# Anything good going on in a northerly direction this summer?



## cyberfairy (Jul 10, 2009)

Based in Lancaster and only seem to find out about good happenings in Lancashire and beyond by pure chance. Any good cheap festies or events happening over the summer that you want to recommend?


----------



## Shirl (Jul 10, 2009)

cyberfairy said:


> Based in Lancaster and only seem to find out about good happenings in Lancashire and beyond by pure chance. Any good cheap festies or events happening over the summer that you want to recommend?



Yes, get yourself to solfest 

Might not be Lancashire but it's not far from you.


----------



## cyberfairy (Jul 11, 2009)

Shirl said:


> Yes, get yourself to solfest
> 
> Might not be Lancashire but it's not far from you.

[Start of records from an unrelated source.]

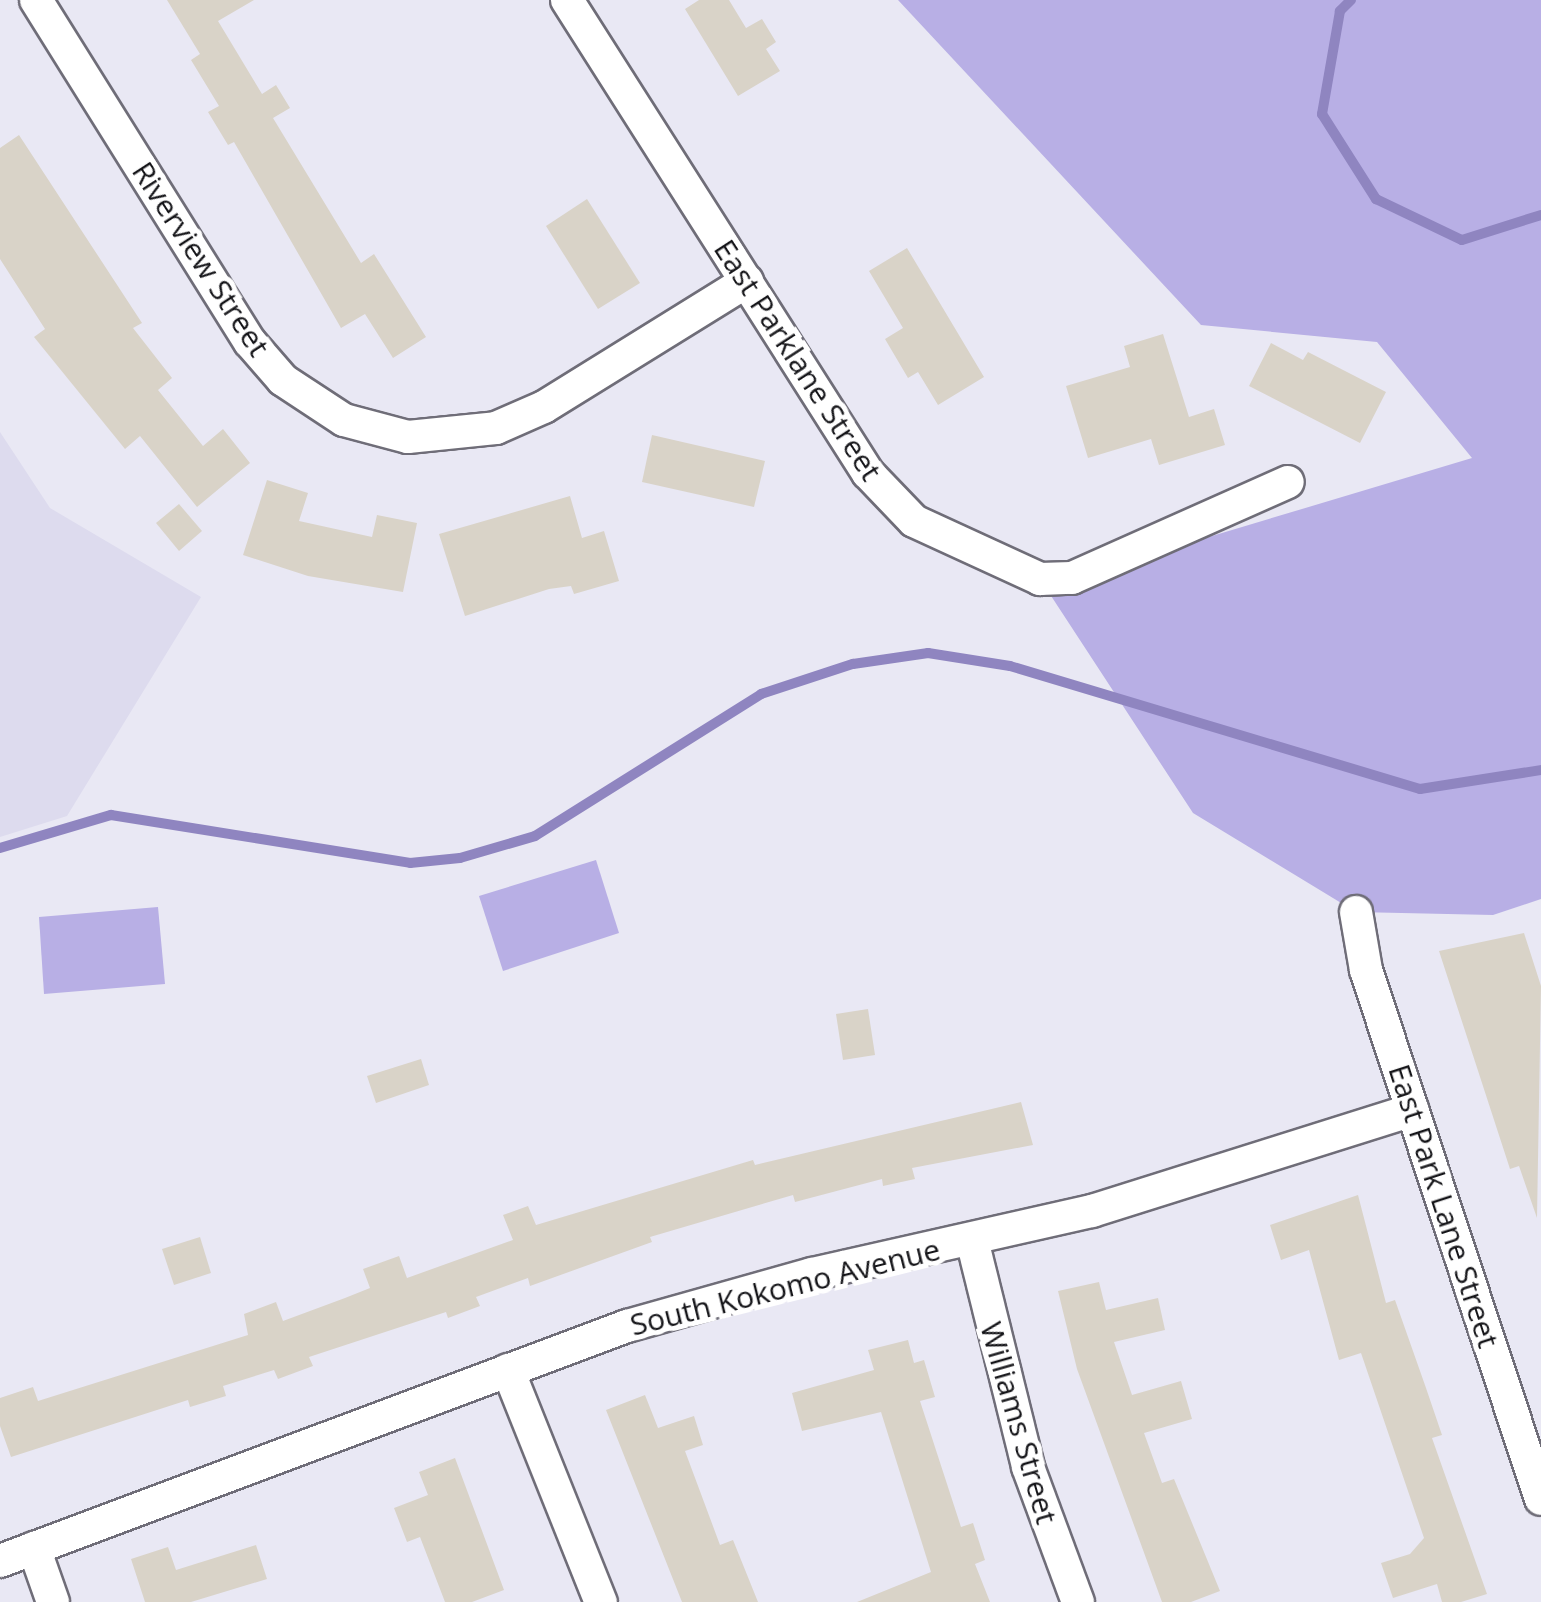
<!DOCTYPE html>
<html>
<head>
<meta charset="utf-8">
<style>
	body { margin:0 }
	#map { position:relative; width:1541px; height:1602px; overflow:hidden; background:#e9e8f4; font-family:"Open Sans",sans-serif }
	div>[style] { position:absolute }
	[style*='--x'] { left:calc(var(--x)*1px); top:calc(var(--y)*1px); width:calc(var(--w)*1px); rotate:calc(var(--a)*1deg) }
	.built>* { inset:0; background:#dddbee }
	.green>* { inset:0; background:#b8afe5 }
	.stream>* { height:10px; margin:-5px; padding:0 5px; transform-origin:5px; border-radius:5px; background:#8f85c0 }
	.building>* { inset:0; background:#d9d3c8 }
	.roads { filter:drop-shadow(2px 0 #6f6d78) drop-shadow(-2px 0 #6f6d78) drop-shadow(0 2px #6f6d78) drop-shadow(0 -2px #6f6d78) }
	.street>* { height:32px; margin:-16px; padding:0 16px; transform-origin:16px; border-radius:16px; background:#fff }
	span { translate:-50% -50%; white-space:nowrap; text-align:center; line-height:1.15; -webkit-text-stroke:10px #fff; paint-order:stroke }
	.street-label { font-size:30px; color:#151519 }
</style>
</head>
<body>
<div id="map">
	<div class="built">
		<div style="clip-path:polygon(0 432px,50px 508px,201px 597px,67px 816px,0 837px)"></div>
	</div>
	<div class="green">
		<div style="clip-path:polygon(898px 0,1541px 0,1541px 899px,1493px 915px,1356px 912px,1193px 813px,1040px 579px,1102px 569px,1472px 458px,1377px 342px,1201px 325px)"></div>
		<div style="clip-path:polygon(596px 860px,619px 933px,503px 971px,479px 896px)"></div>
		<div style="clip-path:polygon(158px 907px,165px 984px,44px 994px,39px 917px)"></div>
	</div>
	<div class="stream">
		<div style="--x:1351;--y:0;--w:16;--a:135"></div>
		<div style="--x:1340;--y:11;--w:105;--a:99.9"></div>
		<div style="--x:1322;--y:114;--w:101;--a:57.6"></div>
		<div style="--x:1376;--y:199;--w:95;--a:25.5"></div>
		<div style="--x:1462;--y:240;--w:83;--a:-17.6"></div>
		<div style="--x:0;--y:848;--w:116;--a:-16.6"></div>
		<div style="--x:111;--y:815;--w:303;--a:9.1"></div>
		<div style="--x:410;--y:863;--w:50;--a:-5.7"></div>
		<div style="--x:460;--y:858;--w:78;--a:-16.3"></div>
		<div style="--x:535;--y:836;--w:267;--a:-32.1"></div>
		<div style="--x:761;--y:694;--w:97;--a:-18.1"></div>
		<div style="--x:853;--y:664;--w:76;--a:-8.3"></div>
		<div style="--x:928;--y:653;--w:83;--a:9"></div>
		<div style="--x:1010;--y:666;--w:428;--a:16.7"></div>
		<div style="--x:1420;--y:789;--w:122;--a:-8.9"></div>
	</div>
	<div class="building">
		<div style="clip-path:polygon(167px 0,254px 0,218px 21px,262px 94px,276px 85px,290px 108px,273px 118px,361px 263px,374px 254px,426px 337px,393px 358px,365px 314px,341px 328px,234px 142px,228px 145px,208px 112px,219px 106px,191px 60px,200px 54px)"></div>
		<div style="clip-path:polygon(699px 0,729px 0,746px 28px,762px 19px,776px 42px,766px 49px,780px 71px,738px 96px,685px 9px)"></div>
		<div style="clip-path:polygon(19px 135px,142px 323px,133px 328px,172px 378px,158px 390px,203px 446px,223px 429px,250px 463px,197px 507px,140px 436px,125px 449px,34px 337px,45px 329px,0 259px,0 148px)"></div>
		<div style="clip-path:polygon(587px 199px,640px 283px,598px 309px,546px 226px)"></div>
		<div style="clip-path:polygon(907px 248px,984px 377px,938px 405px,918px 372px,908px 378px,885px 339px,903px 328px,869px 271px)"></div>
		<div style="clip-path:polygon(1163px 334px,1189px 417px,1214px 409px,1225px 445px,1159px 465px,1151px 439px,1088px 458px,1066px 386px,1130px 367px,1124px 346px)"></div>
		<div style="clip-path:polygon(1271px 343px,1303px 360px,1308px 352px,1386px 392px,1360px 443px,1249px 386px)"></div>
		<div style="clip-path:polygon(652px 435px,765px 461px,754px 507px,642px 482px)"></div>
		<div style="clip-path:polygon(267px 480px,308px 493px,299px 521px,372px 537px,377px 515px,417px 523px,403px 592px,308px 576px,243px 555px)"></div>
		<div style="clip-path:polygon(570px 496px,582px 538px,604px 531px,619px 581px,574px 594px,571px 586px,549px 589px,465px 616px,439px 534px)"></div>
		<div style="clip-path:polygon(179px 504px,202px 531px,179px 551px,156px 523px)"></div>
		<div style="clip-path:polygon(1524px 933px,1541px 986px,1537px 1218px,1519px 1166px,1510px 1169px,1439px 951px)"></div>
		<div style="clip-path:polygon(868px 1009px,875px 1055px,843px 1060px,836px 1014px)"></div>
		<div style="clip-path:polygon(421px 1059px,429px 1085px,376px 1103px,367px 1076px)"></div>
		<div style="clip-path:polygon(1021px 1102px,1033px 1145px,912px 1168px,915px 1179px,883px 1186px,882px 1179px,795px 1202px,793px 1195px,650px 1237px,652px 1242px,530px 1286px,528px 1278px,476px 1297px,480px 1306px,448px 1318px,446px 1312px,309px 1357px,313px 1366px,278px 1379px,274px 1370px,223px 1386px,226px 1396px,190px 1407px,188px 1400px,11px 1457px,0 1426px,0 1398px,33px 1387px,38px 1401px,248px 1335px,244px 1314px,276px 1302px,283px 1321px,345px 1298px,370px 1288px,363px 1269px,399px 1256px,407px 1278px,513px 1240px,503px 1215px,528px 1206px,536px 1225px,753px 1160px,755px 1165px)"></div>
		<div style="clip-path:polygon(1358px 1195px,1386px 1303px,1395px 1300px,1426px 1388px,1442px 1435px,1432px 1438px,1487px 1594px,1461px 1602px,1442px 1602px,1437px 1584px,1393px 1598px,1381px 1563px,1410px 1554px,1424px 1538px,1361px 1353px,1339px 1360px,1309px 1250px,1281px 1260px,1270px 1225px)"></div>
		<div style="clip-path:polygon(200px 1237px,211px 1273px,174px 1285px,162px 1249px)"></div>
		<div style="clip-path:polygon(1099px 1282px,1106px 1310px,1158px 1298px,1165px 1330px,1114px 1342px,1132px 1395px,1181px 1381px,1192px 1419px,1144px 1433px,1162px 1483px,1174px 1479px,1220px 1591px,1191px 1602px,1162px 1602px,1077px 1369px,1058px 1291px)"></div>
		<div style="clip-path:polygon(908px 1340px,914px 1363px,924px 1360px,935px 1397px,920px 1401px,961px 1527px,973px 1523px,985px 1560px,975px 1564px,990px 1602px,857px 1602px,931px 1572px,881px 1412px,802px 1431px,792px 1393px,874px 1370px,868px 1350px)"></div>
		<div style="clip-path:polygon(645px 1395px,658px 1428px,694px 1416px,703px 1445px,685px 1451px,720px 1545px,733px 1540px,758px 1602px,682px 1602px,606px 1410px)"></div>
		<div style="clip-path:polygon(455px 1458px,504px 1590px,472px 1602px,445px 1602px,420px 1537px,407px 1542px,394px 1508px,428px 1495px,419px 1472px)"></div>
		<div style="clip-path:polygon(256px 1545px,267px 1579px,191px 1602px,145px 1602px,131px 1559px,168px 1547px,176px 1570px)"></div>
	</div>
	<div class="roads">
		<div class="street">
			<div style="--x:36;--y:0;--w:403;--a:58"></div>
			<div style="--x:250;--y:342;--w:50;--a:49"></div>
			<div style="--x:283;--y:380;--w:73;--a:33.3"></div>
			<div style="--x:344;--y:420;--w:66;--a:14.9"></div>
			<div style="--x:408;--y:437;--w:88;--a:-5.8"></div>
			<div style="--x:496;--y:428;--w:52;--a:-23.6"></div>
			<div style="--x:544;--y:407;--w:239;--a:-31.8"></div>
			<div style="--x:567;--y:0;--w:561;--a:57.53"></div>
			<div style="--x:868;--y:473;--w:66;--a:46.2"></div>
			<div style="--x:914;--y:521;--w:139;--a:24.7"></div>
			<div style="--x:1040;--y:579;--w:32;--a:-2"></div>
			<div style="--x:1072;--y:578;--w:236;--a:-24"></div>
			<div style="--x:1356;--y:912;--w:59;--a:80.2"></div>
			<div style="--x:1366;--y:970;--w:557;--a:71.7"></div>
			<div style="--x:972;--y:1240;--w:234;--a:76.1"></div>
			<div style="--x:1028;--y:1467;--w:144;--a:69.7"></div>
			<div style="--x:508;--y:1370;--w:250;--a:68.2"></div>
			<div style="--x:34;--y:1548;--w:57;--a:70.6"></div>
			<div style="--x:0;--y:1561;--w:670;--a:-20.55"></div>
			<div style="--x:627;--y:1326;--w:192;--a:-15.7"></div>
			<div style="--x:812;--y:1274;--w:287;--a:-12.7"></div>
			<div style="--x:1092;--y:1211;--w:336;--a:-17.5"></div>
		</div>
	</div>
	<div class="street-label">
		<span style="left:201px;top:259px;rotate:57deg">Riverview Street</span>
		<span style="left:798px;top:360px;rotate:57deg">East Parklane Street</span>
		<span style="left:1444px;top:1206px;rotate:72deg">East Park Lane Street</span>
		<span style="left:785px;top:1287px;rotate:-14deg">South Kokomo Avenue</span>
		<span style="left:1019px;top:1423px;rotate:74deg">Williams Street</span>
	</div>
</div>
</body>
</html>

I think it has sold out but might be wrong-have I missed the festival in Hebden Bridge? Love an excuse for a bimble to Hebden and very keen on Hole int' wall


----------



## Espresso (Jul 15, 2009)

The annual punkfest, Rebellion is on in Blackpool in a few weeks. 

Mind you, if you stick your head out of your front door in Lancaster, you'll probably be able to hear it.


----------



## Flipp (Jul 27, 2009)

cyberfairy said:


> I think it has sold out but might be wrong-have I missed the festival in Hebden Bridge? Love an excuse for a bimble to Hebden and very keen on Hole int' wall


The Hebden Bridge 'World on your Doorstep' festival is taking a year off in 2009 but will be back in 2010..
Solfest is lovely and there are still some tickets left...then theres Alchemy festival, brand new this one and 18th-20th of September, in Lincs/Yorkshire boarders I believe.
Eden festival is new also, Sept 4th-6th up in the forest of Ae in Scotland...its the dance crew from Wickerman so should be amazing..

Also, in Hebden, 23rd of October at the Trades club, a live performance from Mr Banco De Gaia - Its a fund raiser for the Bearded Theory festival (hit by Tornado earlier this year)...and will have djs, decor and lovliness hopefully..


----------



## jontz01 (Jul 27, 2009)

It's hardly lancashire but http://www.ynotfestivals.co.uk/ is going on in Derbyshire this weekend, cheap cheerful and chilled.


----------



## cyberfairy (Jul 27, 2009)

An unexpected bump-cheers guys and some excellent suggestions-just come back from Hebden Bridge and will try to return for Banco


----------